Stable market supports M&A
Industry group Enserva, previously known as Petroleum Services Association of Canada, has also said the 2023 outlook for Canada’s oil and gas industry was encouraging, with oil and gas prices for Canadian producers proving very strong in 2022 and at their highest point since 2008.
In its State of the Industry report, Enserva said while gas prices were expected to be subdued at the end of this year, 2024 private sector forecasts predicted a return to stronger prices.
Inflation and supply chain constraints – which have impacted the industry in the past few years – appeared to have peaked last year and have been receding since.
Enserva estimated the total number of wells drilled in Canada would increase by 12 per cent from 5,500 in 2022 to 6,180 in 2023.
Enserva President and Chief Executive Gurpreet Lail said the organisation was extremely pleased with the forecast and what that meant for the industry and its members.
Lail said: “Global oil and gas demand continues to increase and the Canadian industry will continue to be a meaningful and growing contributor to meet long-term energy needs, particularly in Western Canada.
The improved performance of energy markets this year will allow for more robust mergers and acquisitions (M&A) in the Canadian oil and gas sector, according to Andrew Botterill, National Oil, Gas and Chemicals Leader at Deloitte Canada.
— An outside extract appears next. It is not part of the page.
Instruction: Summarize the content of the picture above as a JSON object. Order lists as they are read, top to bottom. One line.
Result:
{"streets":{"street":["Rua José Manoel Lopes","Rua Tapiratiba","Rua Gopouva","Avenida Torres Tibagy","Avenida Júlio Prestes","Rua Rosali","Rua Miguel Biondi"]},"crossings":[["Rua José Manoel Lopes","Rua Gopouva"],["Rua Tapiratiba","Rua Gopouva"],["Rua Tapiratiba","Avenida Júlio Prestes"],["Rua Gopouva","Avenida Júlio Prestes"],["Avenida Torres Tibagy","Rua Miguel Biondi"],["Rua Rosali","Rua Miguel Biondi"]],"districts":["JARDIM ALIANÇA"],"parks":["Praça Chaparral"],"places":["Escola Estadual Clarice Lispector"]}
Botterill said: “OPEC is making moves to stabilise oil prices around the $80-plus level (Brent and WTI crude per barrel) and we’ve seen strong cash flows.
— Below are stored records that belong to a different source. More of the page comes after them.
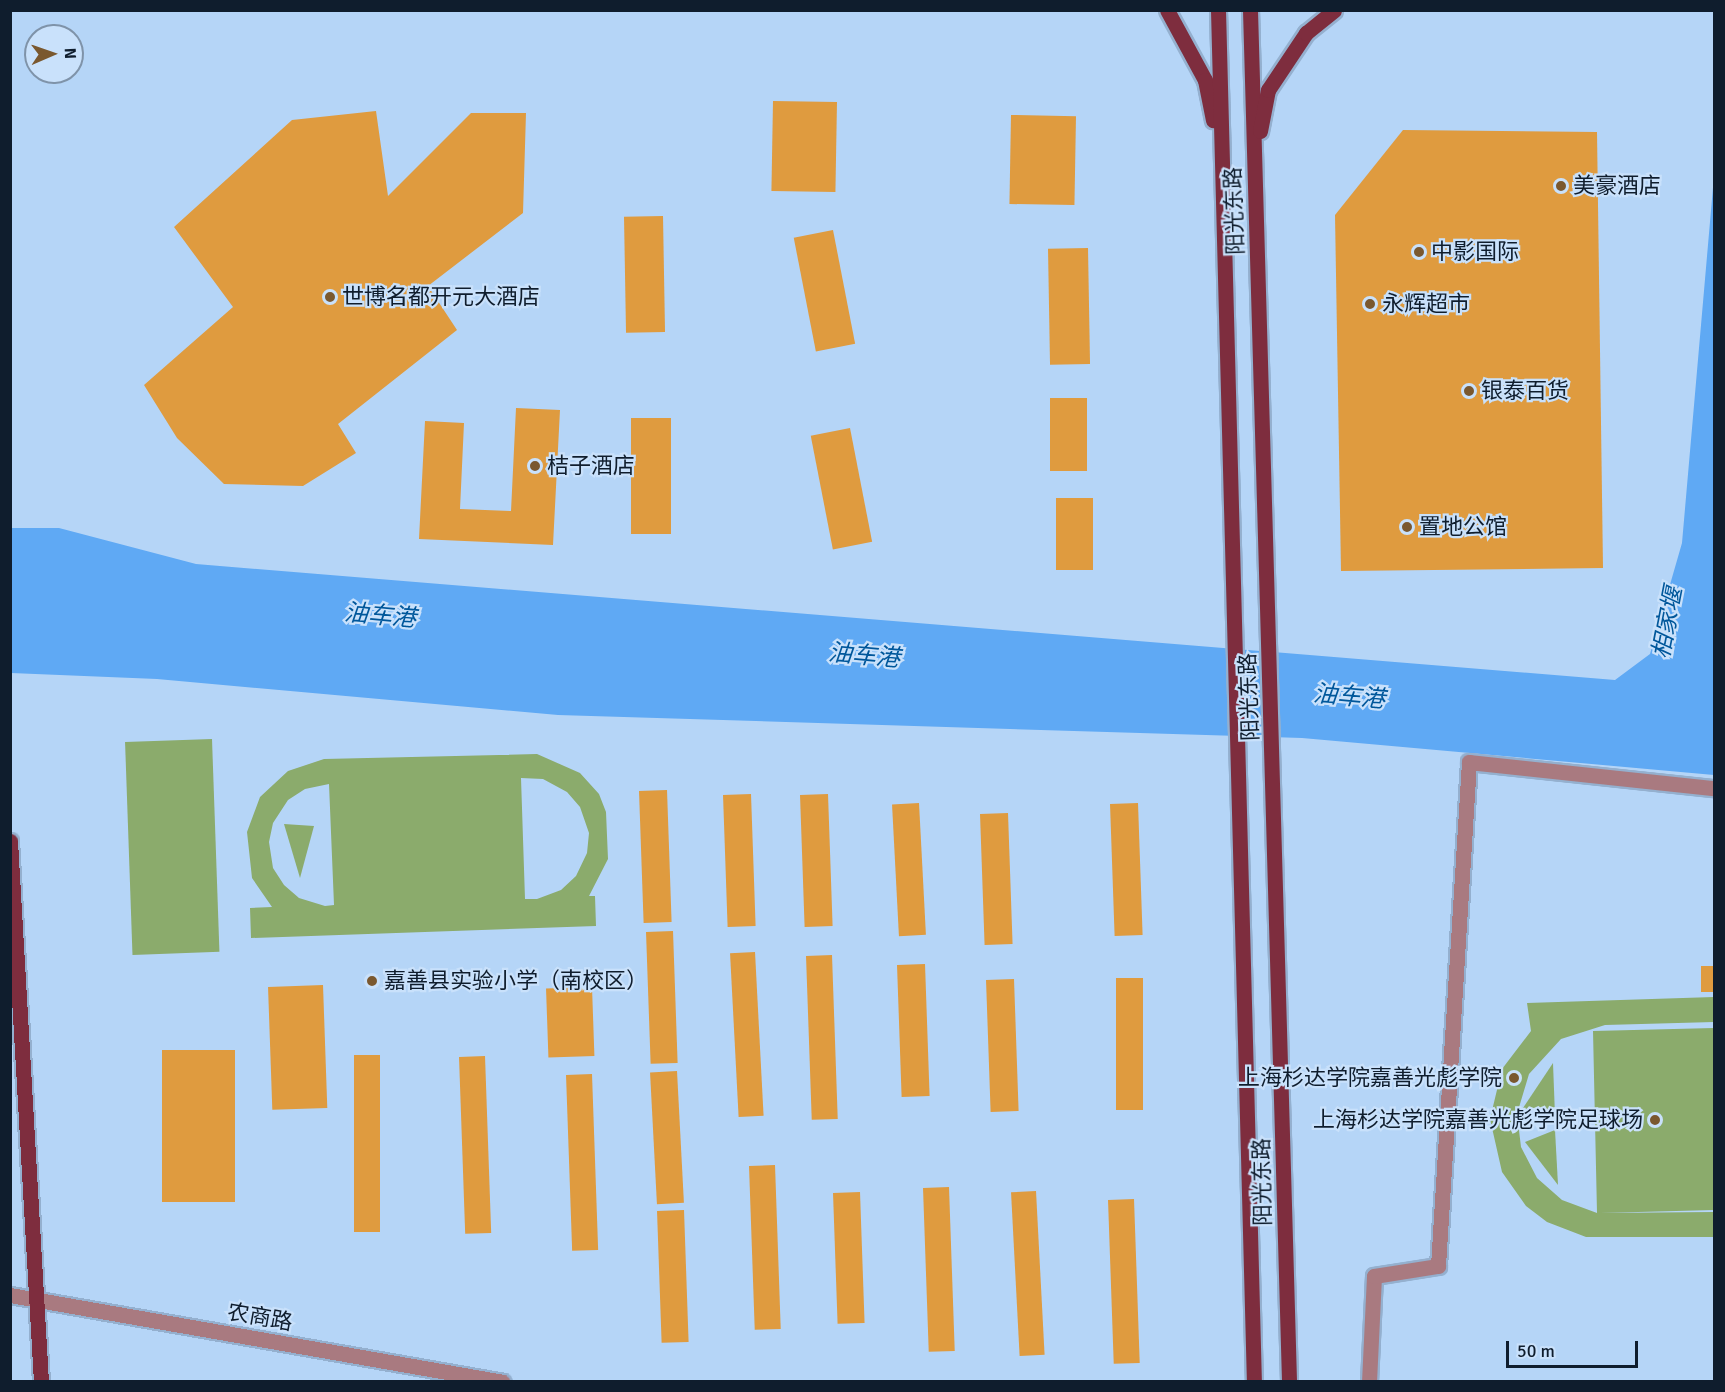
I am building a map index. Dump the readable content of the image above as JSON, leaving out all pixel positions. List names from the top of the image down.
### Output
{
  "streets": {
    "main road": ["阳光东路"],
    "street": ["农商路"]
  },
  "water": ["油车港", "相家堰"],
  "places": [
    "美豪酒店",
    "中影国际",
    "世博名都开元大酒店",
    "永辉超市",
    "银泰百货",
    "桔子酒店",
    "置地公馆",
    "嘉善县实验小学（南校区）",
    "上海杉达学院嘉善光彪学院",
    "上海杉达学院嘉善光彪学院足球场"
  ],
  "scale_bar": "50 m",
  "north": "right"
}
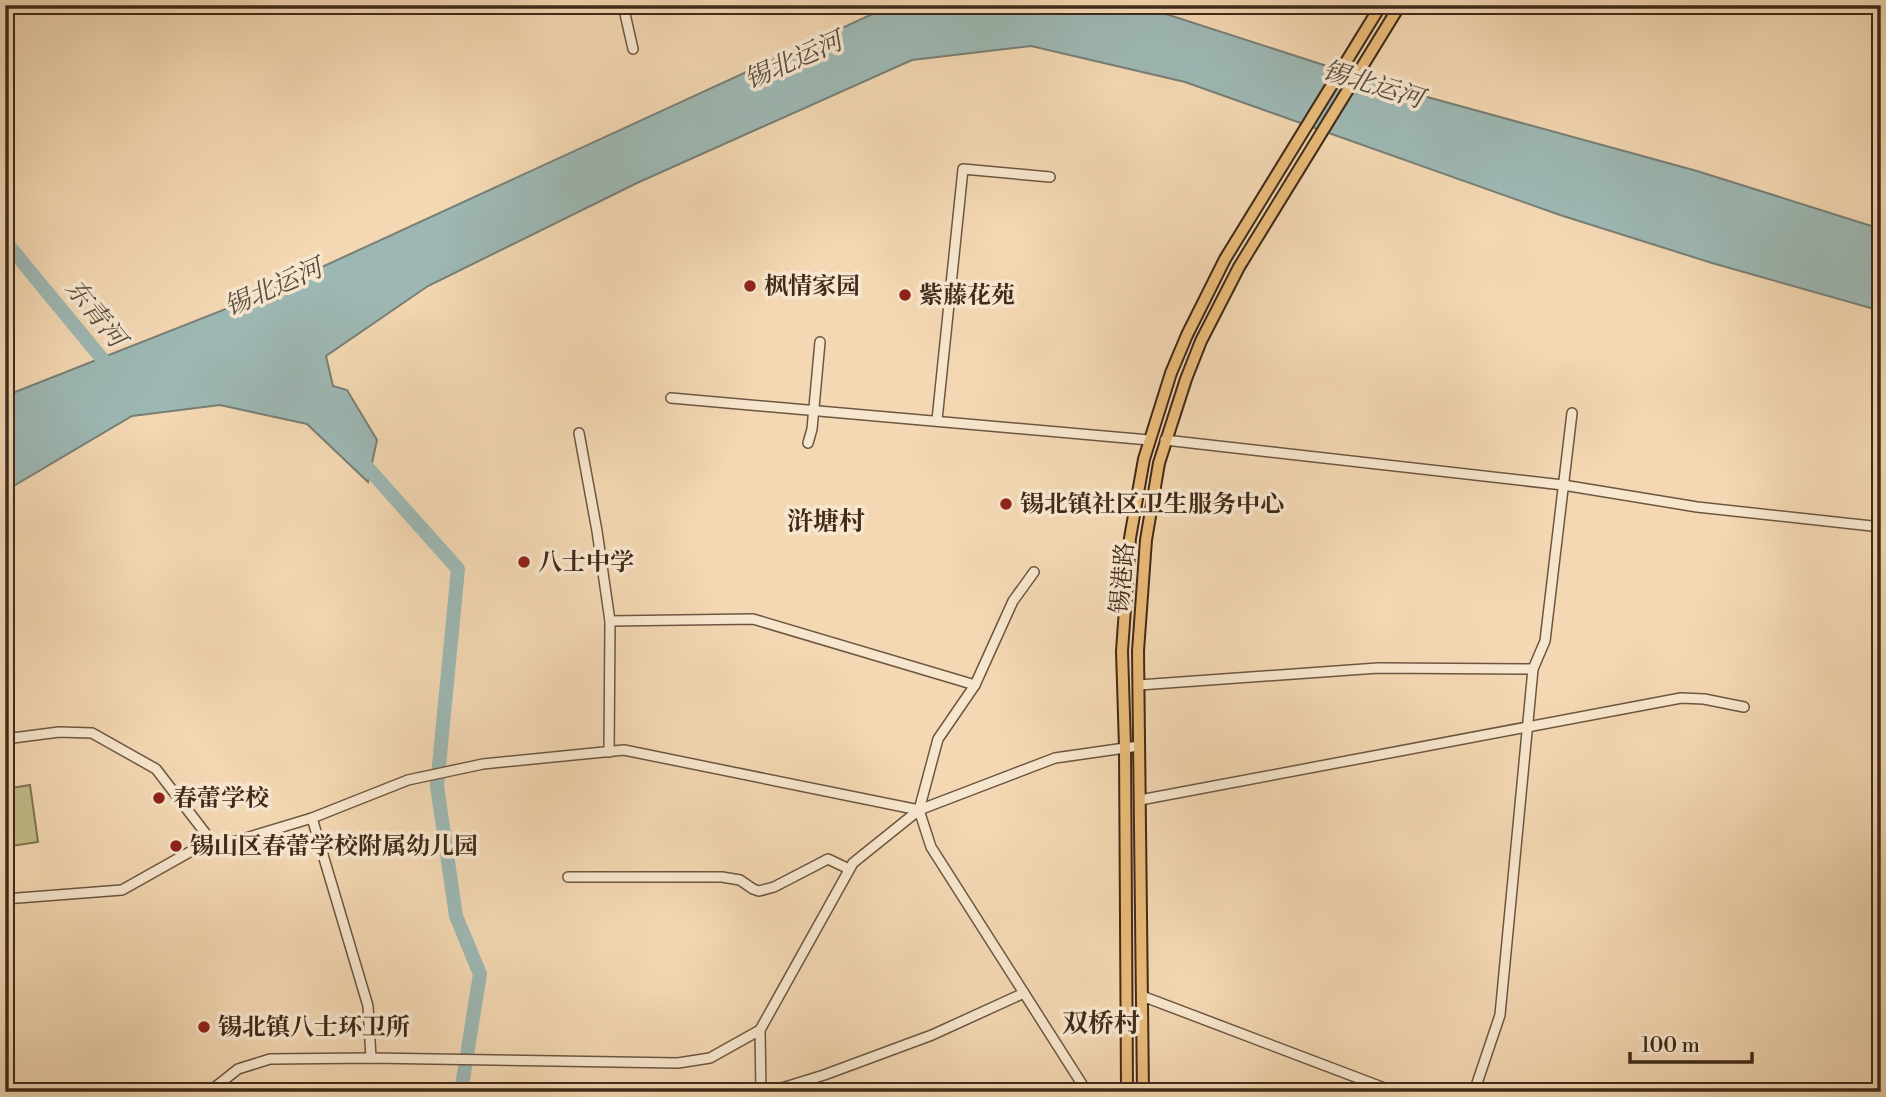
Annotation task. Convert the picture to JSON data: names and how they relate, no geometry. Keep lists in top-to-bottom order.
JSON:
{
  "streets": {
    "main road": ["锡港路"]
  },
  "districts": ["浒塘村", "双桥村"],
  "water": ["锡北运河", "东青河"],
  "places": [
    "枫情家园",
    "紫藤花苑",
    "锡北镇社区卫生服务中心",
    "八士中学",
    "春蕾学校",
    "锡山区春蕾学校附属幼儿园",
    "锡北镇八士环卫所"
  ],
  "scale_bar": "100 m"
}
“While energy companies have recently been happy to roll out value to shareholders in the form of dividends, I think we’re going to see some pressure to use those strong balance sheets to support dealmaking.”
Deloitte has forecast improving prices for Canadian oil and noted how the price differential between WTI crude and Western Canada Select has significantly narrowed, from more than US$30 per barrel last November to about US$15 per barrel in March 2023.
Western Canadian Select is a heavy sour blend of crude oil that is one of North America’s largest heavy crude oil streams, as well as its cheapest.
Botterill said key trends for 2023 presented a ‘far different picture’ than the Canadian market in 2022.
He explained that mergers and acquisitions (M&A) in the upstream oil and gas sector struggled last year as benchmark oil prices surged past US$100, the gap between buyer and seller valuations widened, and M&A spending slumped to 40 per cent lower than the previous five years’ average.
But, noting that energy players were still sensitive to recent volatility, Botterill said: “I think we’re going to see companies focused on high-value areas that fit in with the company’s longterm strategies and show synergies and cost efficiencies.
“I think companies are going to want resilient, strong portfolios, not just grow for the sake of growing.”
The Deloitte report outlined five new drivers of strategic M&A: securing energy value chains and trade, creating partnerships and strategic alliances in shale gas, the drive for operational excellence in productivity and cost efficiency, governance and compliance with clean energy goals, and gaining scale and commercialising low-carbon businesses.
Botterill added that the downstream sector was going to continue being an exciting part of the M&A picture, because a lot of the investment there will focus on decarbonisation.
He said: “It’s going to be about developing lower carbon fuels, biofuels, and sustainable aviation fuel.”